DĂ©finition et rĂ´les
Le train blindé est caractérisé par trois éléments : la présence d’un armement conséquent, d’un équipage dédié au service de cet armement et surtout de la présence d’une protection élaborée pour celui-ci, dont il tire son nom. Il ne doit pas être confondu avec l’artillerie sur voie ferrée, qui comprend un canon de gros calibre et son équipage, mais sans protection particulière de ceux-ci. Les trains simplement équipés d’armes légères sans dispositif de protection élaboré, par exemple un simple wagon avec quelques mitrailleuses abritées derrière des sacs de sable, ne sont pas non plus assimilables à des trains blindés[1]. Il n’y a pas de critère de taille entrant dans la définition d’un train blindé : les plus petits se limitent à une automotrice, voire à une draisine, tandis que les plus grands peuvent compter une dizaine de wagons et jusqu’à deux cents hommes[2]

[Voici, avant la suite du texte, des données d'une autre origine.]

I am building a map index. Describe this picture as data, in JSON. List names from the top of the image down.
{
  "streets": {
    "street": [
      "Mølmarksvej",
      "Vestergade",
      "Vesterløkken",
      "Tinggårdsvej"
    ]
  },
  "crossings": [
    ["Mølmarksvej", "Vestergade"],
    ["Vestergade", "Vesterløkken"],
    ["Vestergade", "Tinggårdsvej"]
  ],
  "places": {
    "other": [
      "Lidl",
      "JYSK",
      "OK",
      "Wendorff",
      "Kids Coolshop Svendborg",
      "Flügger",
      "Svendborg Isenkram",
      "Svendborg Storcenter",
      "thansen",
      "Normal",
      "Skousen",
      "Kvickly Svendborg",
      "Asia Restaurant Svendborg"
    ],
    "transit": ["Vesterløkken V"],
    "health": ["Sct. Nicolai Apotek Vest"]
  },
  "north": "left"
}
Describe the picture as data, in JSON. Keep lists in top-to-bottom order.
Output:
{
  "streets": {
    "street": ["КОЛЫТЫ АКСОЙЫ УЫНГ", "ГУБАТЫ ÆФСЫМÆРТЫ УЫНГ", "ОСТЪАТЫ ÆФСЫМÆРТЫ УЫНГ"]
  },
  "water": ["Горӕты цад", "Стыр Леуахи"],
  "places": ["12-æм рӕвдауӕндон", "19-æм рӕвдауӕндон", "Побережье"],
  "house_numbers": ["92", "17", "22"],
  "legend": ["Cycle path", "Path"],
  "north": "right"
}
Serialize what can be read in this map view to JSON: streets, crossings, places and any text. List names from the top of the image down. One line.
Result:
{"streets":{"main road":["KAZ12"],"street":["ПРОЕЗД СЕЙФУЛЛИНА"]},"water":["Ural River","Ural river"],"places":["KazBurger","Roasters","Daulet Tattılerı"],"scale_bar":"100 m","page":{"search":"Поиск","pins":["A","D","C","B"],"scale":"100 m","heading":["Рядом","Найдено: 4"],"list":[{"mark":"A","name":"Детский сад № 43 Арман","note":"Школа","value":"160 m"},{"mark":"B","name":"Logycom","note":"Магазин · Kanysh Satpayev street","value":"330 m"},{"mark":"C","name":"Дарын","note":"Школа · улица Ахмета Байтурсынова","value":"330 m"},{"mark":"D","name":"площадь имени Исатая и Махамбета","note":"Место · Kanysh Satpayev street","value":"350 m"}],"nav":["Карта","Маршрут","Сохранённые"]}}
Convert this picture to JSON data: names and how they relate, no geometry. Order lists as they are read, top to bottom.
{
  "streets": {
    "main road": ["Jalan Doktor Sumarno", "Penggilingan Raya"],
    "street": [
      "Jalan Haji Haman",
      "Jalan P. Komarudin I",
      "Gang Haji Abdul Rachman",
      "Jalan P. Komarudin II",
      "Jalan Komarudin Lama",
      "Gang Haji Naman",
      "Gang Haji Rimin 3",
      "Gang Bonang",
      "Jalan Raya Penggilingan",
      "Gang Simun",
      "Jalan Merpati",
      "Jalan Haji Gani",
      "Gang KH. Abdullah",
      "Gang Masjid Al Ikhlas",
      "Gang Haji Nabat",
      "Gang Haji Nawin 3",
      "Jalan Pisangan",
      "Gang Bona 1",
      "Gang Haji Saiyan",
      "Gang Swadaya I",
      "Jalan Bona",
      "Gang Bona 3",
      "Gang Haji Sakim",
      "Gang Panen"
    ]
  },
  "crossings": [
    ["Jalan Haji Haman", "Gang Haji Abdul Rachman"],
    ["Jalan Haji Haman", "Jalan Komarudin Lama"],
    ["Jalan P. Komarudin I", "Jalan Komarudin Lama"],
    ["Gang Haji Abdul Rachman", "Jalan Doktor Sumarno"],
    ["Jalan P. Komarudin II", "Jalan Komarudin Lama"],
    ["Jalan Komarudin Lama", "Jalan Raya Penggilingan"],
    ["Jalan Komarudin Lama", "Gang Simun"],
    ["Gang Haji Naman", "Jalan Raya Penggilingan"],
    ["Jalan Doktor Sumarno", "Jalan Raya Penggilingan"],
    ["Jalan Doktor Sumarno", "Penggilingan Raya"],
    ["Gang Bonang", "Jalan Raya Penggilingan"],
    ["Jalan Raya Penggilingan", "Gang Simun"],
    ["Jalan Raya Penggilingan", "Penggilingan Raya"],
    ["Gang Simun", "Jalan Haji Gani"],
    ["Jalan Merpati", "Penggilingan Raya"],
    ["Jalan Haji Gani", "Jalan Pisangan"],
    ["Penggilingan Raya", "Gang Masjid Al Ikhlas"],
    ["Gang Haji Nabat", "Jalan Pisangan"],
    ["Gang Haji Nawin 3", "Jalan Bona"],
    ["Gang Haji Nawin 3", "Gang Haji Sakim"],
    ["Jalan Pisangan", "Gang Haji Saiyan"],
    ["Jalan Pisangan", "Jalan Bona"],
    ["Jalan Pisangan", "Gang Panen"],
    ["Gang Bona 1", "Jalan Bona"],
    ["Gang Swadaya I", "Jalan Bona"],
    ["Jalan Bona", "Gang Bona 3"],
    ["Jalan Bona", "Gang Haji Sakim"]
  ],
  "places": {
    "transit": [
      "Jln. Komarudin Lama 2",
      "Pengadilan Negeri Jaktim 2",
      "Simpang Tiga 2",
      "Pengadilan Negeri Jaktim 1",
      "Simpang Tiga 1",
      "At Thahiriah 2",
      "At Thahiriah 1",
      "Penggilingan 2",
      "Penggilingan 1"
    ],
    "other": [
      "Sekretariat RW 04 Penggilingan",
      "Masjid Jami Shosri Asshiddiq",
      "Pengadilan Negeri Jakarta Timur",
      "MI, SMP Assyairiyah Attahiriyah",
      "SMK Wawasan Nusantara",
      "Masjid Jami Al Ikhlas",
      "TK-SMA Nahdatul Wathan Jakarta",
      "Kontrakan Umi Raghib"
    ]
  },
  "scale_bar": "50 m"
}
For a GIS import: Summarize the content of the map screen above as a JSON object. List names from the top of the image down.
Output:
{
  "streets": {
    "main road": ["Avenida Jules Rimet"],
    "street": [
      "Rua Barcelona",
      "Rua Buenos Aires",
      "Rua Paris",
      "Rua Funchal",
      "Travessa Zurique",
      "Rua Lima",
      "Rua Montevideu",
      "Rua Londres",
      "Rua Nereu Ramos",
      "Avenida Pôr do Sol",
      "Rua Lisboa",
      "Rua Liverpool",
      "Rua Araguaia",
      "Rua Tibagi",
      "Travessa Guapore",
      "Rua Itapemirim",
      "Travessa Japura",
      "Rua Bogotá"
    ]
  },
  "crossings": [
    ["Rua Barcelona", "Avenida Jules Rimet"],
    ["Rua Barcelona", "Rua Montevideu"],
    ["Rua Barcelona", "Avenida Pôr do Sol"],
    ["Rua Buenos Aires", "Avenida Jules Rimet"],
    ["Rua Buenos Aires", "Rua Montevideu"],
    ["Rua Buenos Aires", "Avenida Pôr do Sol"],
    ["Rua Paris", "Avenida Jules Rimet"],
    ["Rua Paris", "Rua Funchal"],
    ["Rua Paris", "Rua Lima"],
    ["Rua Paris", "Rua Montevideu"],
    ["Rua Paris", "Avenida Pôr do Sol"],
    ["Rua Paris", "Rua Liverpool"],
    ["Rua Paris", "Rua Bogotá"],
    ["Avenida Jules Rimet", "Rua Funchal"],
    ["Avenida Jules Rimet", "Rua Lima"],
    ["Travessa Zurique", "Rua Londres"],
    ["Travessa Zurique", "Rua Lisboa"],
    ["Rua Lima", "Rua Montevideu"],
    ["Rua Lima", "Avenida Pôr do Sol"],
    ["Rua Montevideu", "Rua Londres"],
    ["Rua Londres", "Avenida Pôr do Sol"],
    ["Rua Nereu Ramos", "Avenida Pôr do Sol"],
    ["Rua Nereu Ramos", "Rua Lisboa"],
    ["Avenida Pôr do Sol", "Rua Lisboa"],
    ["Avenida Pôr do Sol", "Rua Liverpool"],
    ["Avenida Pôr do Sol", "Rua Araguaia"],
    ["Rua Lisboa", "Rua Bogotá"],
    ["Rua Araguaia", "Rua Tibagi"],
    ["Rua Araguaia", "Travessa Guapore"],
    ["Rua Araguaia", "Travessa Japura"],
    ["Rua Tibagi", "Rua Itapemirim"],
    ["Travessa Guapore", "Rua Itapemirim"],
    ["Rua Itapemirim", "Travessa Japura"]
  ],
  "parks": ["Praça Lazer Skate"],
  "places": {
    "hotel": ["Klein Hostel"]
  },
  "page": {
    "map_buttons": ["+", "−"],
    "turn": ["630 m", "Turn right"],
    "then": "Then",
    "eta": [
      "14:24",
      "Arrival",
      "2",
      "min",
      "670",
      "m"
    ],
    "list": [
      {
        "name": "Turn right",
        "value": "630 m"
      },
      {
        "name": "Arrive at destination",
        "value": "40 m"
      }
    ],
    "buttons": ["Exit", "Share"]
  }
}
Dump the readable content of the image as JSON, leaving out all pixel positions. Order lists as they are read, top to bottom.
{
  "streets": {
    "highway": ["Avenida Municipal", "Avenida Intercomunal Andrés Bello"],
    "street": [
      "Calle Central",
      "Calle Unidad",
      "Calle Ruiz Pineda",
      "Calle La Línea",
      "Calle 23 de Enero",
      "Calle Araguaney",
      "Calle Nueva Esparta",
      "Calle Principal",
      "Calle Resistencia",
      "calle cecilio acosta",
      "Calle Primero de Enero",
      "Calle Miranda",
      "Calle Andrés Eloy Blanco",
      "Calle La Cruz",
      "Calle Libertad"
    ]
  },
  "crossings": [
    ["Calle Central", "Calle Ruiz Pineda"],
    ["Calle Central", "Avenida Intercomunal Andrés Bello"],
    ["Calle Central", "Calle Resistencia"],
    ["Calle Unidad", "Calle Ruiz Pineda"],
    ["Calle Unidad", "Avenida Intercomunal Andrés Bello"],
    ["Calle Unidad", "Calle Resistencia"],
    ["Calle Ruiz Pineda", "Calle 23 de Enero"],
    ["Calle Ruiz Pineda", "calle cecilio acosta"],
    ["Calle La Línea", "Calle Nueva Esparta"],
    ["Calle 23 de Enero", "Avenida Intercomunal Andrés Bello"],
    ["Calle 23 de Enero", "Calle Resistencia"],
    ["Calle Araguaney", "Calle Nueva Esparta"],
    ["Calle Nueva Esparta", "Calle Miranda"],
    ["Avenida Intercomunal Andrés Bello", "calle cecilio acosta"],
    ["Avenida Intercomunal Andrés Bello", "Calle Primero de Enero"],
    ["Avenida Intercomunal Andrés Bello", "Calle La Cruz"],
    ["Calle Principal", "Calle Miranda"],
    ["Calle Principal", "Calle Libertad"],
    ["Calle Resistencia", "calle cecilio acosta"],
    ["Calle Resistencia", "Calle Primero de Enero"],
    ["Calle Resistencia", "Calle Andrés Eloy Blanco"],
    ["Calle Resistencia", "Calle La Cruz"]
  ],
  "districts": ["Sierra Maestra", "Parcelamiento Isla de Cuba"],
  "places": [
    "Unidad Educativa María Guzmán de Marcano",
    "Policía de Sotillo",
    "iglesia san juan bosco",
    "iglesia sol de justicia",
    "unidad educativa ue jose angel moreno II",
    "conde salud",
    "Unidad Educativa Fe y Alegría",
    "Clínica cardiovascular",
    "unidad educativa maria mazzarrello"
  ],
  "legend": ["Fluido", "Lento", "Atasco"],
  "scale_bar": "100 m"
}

Au début du XXe siècle, les Britanniques considèrent que le train blindé peut assumer sept missions : assurer la protection des voies ferrées, effectuer des patrouilles, faire de la reconnaissance, escorter d’autres trains, renforcer les postes avancés situés le long des voies, protéger les flancs d’une armée en mouvement et appuyer une force d’infanterie qui attaque l’adversaire[3].
Historique
Origines (XIXe siècle)
La première utilisation connue d’un train blindé a lieu pendant la Révolution hongroise de 1848. C’est toutefois surtout pendant la guerre de Sécession que leur usage se répand et se diversifie. L’Union met en place presque dès le début de la guerre des trains blindés pour lutter contre les saboteurs de voies ferrées actifs dans la région de Baltimore. Les deux belligérants les utilisent par la suite lors des sièges, avec des pièces d’artillerie de plus en plus lourdes[4].
Suivant l’exemple américain, les Français utilisent des trains blindés équipés de canons de 140 mm pendant le siège de Paris, mais ce sont surtout les Britanniques qui en font un usage intensif pour mater les révoltes dans leur empire colonial : en Égypte en 1882, en Inde en 1886 et surtout en Afrique du Sud à partir de 1899[1]. Ces conflits permettent d’introduire des innovations techniques et tactiques : protection des locomotives, utilisation d’un wagon en avant de celles-ci pour faire détoner les mines et surtout prise de conscience de la vulnérabilité du train aux embuscades lorsqu’il est utilisé seul sans reconnaissance[5].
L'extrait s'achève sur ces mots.